### REQUIREMENT:
Read the data below. Then repeat all of it exactly.

==== DATA EXTRACT

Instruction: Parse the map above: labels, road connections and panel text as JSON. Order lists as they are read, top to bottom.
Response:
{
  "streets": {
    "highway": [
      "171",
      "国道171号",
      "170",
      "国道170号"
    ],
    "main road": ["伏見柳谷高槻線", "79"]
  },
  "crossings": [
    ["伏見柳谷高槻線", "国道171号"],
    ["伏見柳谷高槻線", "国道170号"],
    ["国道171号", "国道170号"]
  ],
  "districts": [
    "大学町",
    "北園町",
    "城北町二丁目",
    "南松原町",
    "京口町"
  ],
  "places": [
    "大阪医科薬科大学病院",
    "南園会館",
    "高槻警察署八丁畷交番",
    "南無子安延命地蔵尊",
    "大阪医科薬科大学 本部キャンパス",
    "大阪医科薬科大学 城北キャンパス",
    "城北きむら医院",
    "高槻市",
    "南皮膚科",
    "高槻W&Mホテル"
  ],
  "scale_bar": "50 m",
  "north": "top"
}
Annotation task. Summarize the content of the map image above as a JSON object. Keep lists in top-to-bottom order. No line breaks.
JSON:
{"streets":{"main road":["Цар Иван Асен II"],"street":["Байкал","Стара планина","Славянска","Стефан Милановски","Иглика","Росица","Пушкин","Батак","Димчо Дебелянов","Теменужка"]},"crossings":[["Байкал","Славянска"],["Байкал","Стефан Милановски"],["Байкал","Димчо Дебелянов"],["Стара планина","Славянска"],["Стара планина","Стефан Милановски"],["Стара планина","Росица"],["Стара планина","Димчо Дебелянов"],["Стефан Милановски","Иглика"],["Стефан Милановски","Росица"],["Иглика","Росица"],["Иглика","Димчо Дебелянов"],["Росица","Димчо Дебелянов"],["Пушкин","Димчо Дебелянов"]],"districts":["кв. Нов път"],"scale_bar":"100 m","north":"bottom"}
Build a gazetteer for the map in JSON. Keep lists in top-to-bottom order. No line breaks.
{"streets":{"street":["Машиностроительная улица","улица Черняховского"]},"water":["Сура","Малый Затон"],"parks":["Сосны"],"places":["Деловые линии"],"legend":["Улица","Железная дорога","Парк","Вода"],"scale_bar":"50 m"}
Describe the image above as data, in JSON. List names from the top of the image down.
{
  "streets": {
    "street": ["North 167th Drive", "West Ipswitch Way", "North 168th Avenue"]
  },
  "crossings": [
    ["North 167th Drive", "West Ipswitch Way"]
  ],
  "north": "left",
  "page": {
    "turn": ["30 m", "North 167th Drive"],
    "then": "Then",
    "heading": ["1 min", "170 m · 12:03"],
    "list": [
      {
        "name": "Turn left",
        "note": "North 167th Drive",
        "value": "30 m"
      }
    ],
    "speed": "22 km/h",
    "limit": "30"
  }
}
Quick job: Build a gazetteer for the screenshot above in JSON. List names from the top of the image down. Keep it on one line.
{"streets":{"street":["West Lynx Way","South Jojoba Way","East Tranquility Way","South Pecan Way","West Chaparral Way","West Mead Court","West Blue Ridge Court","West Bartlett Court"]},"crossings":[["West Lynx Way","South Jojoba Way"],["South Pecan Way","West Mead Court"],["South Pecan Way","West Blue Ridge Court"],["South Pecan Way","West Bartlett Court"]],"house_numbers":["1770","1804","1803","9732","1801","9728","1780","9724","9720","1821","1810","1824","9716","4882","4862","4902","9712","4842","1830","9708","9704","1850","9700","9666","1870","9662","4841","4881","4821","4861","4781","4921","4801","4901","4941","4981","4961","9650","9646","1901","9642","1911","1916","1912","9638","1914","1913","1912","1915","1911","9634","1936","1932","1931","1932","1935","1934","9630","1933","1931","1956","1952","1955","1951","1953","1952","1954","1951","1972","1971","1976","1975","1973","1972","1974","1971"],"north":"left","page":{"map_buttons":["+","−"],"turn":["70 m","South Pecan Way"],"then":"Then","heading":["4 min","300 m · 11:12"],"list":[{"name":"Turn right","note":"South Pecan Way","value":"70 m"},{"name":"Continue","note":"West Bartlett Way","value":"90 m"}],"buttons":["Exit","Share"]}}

========

### PROBLEM SOLUTION:
Instruction: Parse the map above: labels, road connections and panel text as JSON. Order lists as they are read, top to bottom.
Response:
{
  "streets": {
    "highway": [
      "171",
      "国道171号",
      "170",
      "国道170号"
    ],
    "main road": ["伏見柳谷高槻線", "79"]
  },
  "crossings": [
    ["伏見柳谷高槻線", "国道171号"],
    ["伏見柳谷高槻線", "国道170号"],
    ["国道171号", "国道170号"]
  ],
  "districts": [
    "大学町",
    "北園町",
    "城北町二丁目",
    "南松原町",
    "京口町"
  ],
  "places": [
    "大阪医科薬科大学病院",
    "南園会館",
    "高槻警察署八丁畷交番",
    "南無子安延命地蔵尊",
    "大阪医科薬科大学 本部キャンパス",
    "大阪医科薬科大学 城北キャンパス",
    "城北きむら医院",
    "高槻市",
    "南皮膚科",
    "高槻W&Mホテル"
  ],
  "scale_bar": "50 m",
  "north": "top"
}
Annotation task. Summarize the content of the map image above as a JSON object. Keep lists in top-to-bottom order. No line breaks.
JSON:
{"streets":{"main road":["Цар Иван Асен II"],"street":["Байкал","Стара планина","Славянска","Стефан Милановски","Иглика","Росица","Пушкин","Батак","Димчо Дебелянов","Теменужка"]},"crossings":[["Байкал","Славянска"],["Байкал","Стефан Милановски"],["Байкал","Димчо Дебелянов"],["Стара планина","Славянска"],["Стара планина","Стефан Милановски"],["Стара планина","Росица"],["Стара планина","Димчо Дебелянов"],["Стефан Милановски","Иглика"],["Стефан Милановски","Росица"],["Иглика","Росица"],["Иглика","Димчо Дебелянов"],["Росица","Димчо Дебелянов"],["Пушкин","Димчо Дебелянов"]],"districts":["кв. Нов път"],"scale_bar":"100 m","north":"bottom"}
Build a gazetteer for the map in JSON. Keep lists in top-to-bottom order. No line breaks.
{"streets":{"street":["Машиностроительная улица","улица Черняховского"]},"water":["Сура","Малый Затон"],"parks":["Сосны"],"places":["Деловые линии"],"legend":["Улица","Железная дорога","Парк","Вода"],"scale_bar":"50 m"}
Describe the image above as data, in JSON. List names from the top of the image down.
{
  "streets": {
    "street": ["North 167th Drive", "West Ipswitch Way", "North 168th Avenue"]
  },
  "crossings": [
    ["North 167th Drive", "West Ipswitch Way"]
  ],
  "north": "left",
  "page": {
    "turn": ["30 m", "North 167th Drive"],
    "then": "Then",
    "heading": ["1 min", "170 m · 12:03"],
    "list": [
      {
        "name": "Turn left",
        "note": "North 167th Drive",
        "value": "30 m"
      }
    ],
    "speed": "22 km/h",
    "limit": "30"
  }
}
Quick job: Build a gazetteer for the screenshot above in JSON. List names from the top of the image down. Keep it on one line.
{"streets":{"street":["West Lynx Way","South Jojoba Way","East Tranquility Way","South Pecan Way","West Chaparral Way","West Mead Court","West Blue Ridge Court","West Bartlett Court"]},"crossings":[["West Lynx Way","South Jojoba Way"],["South Pecan Way","West Mead Court"],["South Pecan Way","West Blue Ridge Court"],["South Pecan Way","West Bartlett Court"]],"house_numbers":["1770","1804","1803","9732","1801","9728","1780","9724","9720","1821","1810","1824","9716","4882","4862","4902","9712","4842","1830","9708","9704","1850","9700","9666","1870","9662","4841","4881","4821","4861","4781","4921","4801","4901","4941","4981","4961","9650","9646","1901","9642","1911","1916","1912","9638","1914","1913","1912","1915","1911","9634","1936","1932","1931","1932","1935","1934","9630","1933","1931","1956","1952","1955","1951","1953","1952","1954","1951","1972","1971","1976","1975","1973","1972","1974","1971"],"north":"left","page":{"map_buttons":["+","−"],"turn":["70 m","South Pecan Way"],"then":"Then","heading":["4 min","300 m · 11:12"],"list":[{"name":"Turn right","note":"South Pecan Way","value":"70 m"},{"name":"Continue","note":"West Bartlett Way","value":"90 m"}],"buttons":["Exit","Share"]}}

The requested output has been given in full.